Extract all lines from the data beneath that include the word "Fiore".

• **Supplied material**

▼▼▼

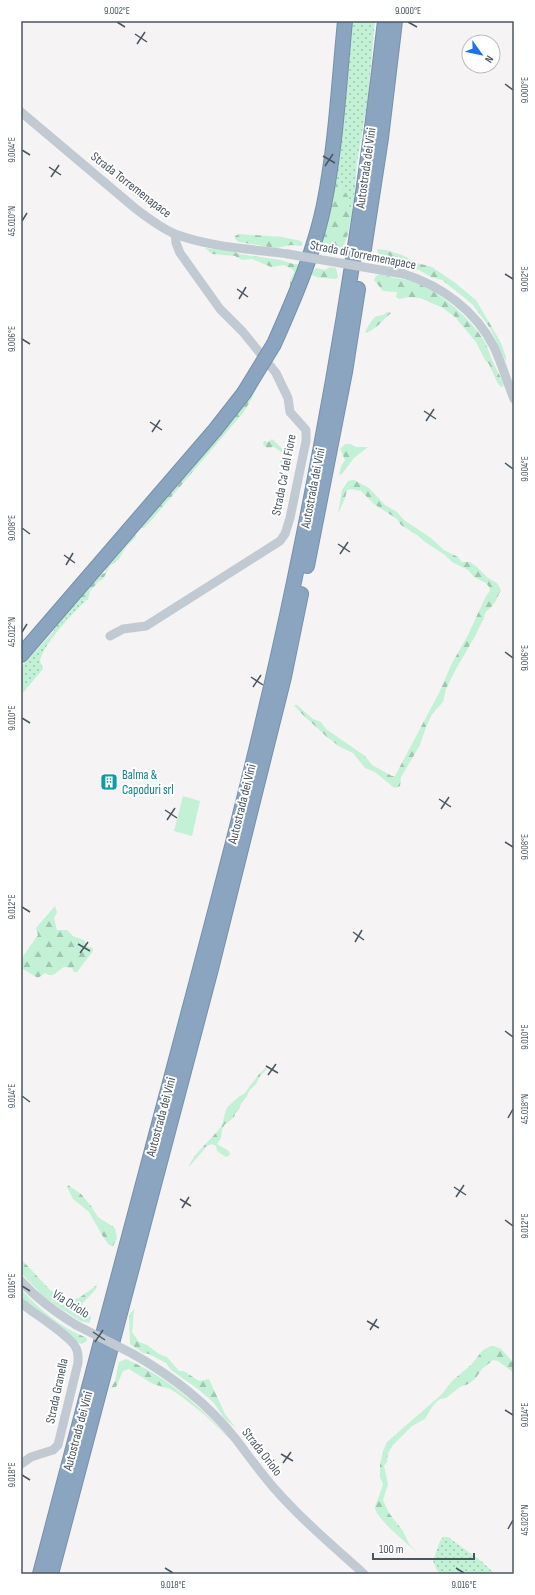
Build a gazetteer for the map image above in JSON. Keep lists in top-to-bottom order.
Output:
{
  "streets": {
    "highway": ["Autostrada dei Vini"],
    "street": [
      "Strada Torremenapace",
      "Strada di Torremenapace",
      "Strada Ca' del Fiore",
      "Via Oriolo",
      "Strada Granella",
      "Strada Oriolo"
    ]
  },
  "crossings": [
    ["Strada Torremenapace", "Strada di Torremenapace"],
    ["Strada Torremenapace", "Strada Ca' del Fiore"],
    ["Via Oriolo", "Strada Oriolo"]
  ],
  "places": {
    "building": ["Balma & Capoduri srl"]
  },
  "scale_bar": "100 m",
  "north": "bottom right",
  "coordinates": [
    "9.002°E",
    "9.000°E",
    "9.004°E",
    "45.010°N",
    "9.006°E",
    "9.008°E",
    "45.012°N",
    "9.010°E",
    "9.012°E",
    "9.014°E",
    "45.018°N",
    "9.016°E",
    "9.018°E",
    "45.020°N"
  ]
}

▲▲▲

• **Solution to the problem**
      "Strada Ca' del Fiore",
    ["Strada Torremenapace", "Strada Ca' del Fiore"],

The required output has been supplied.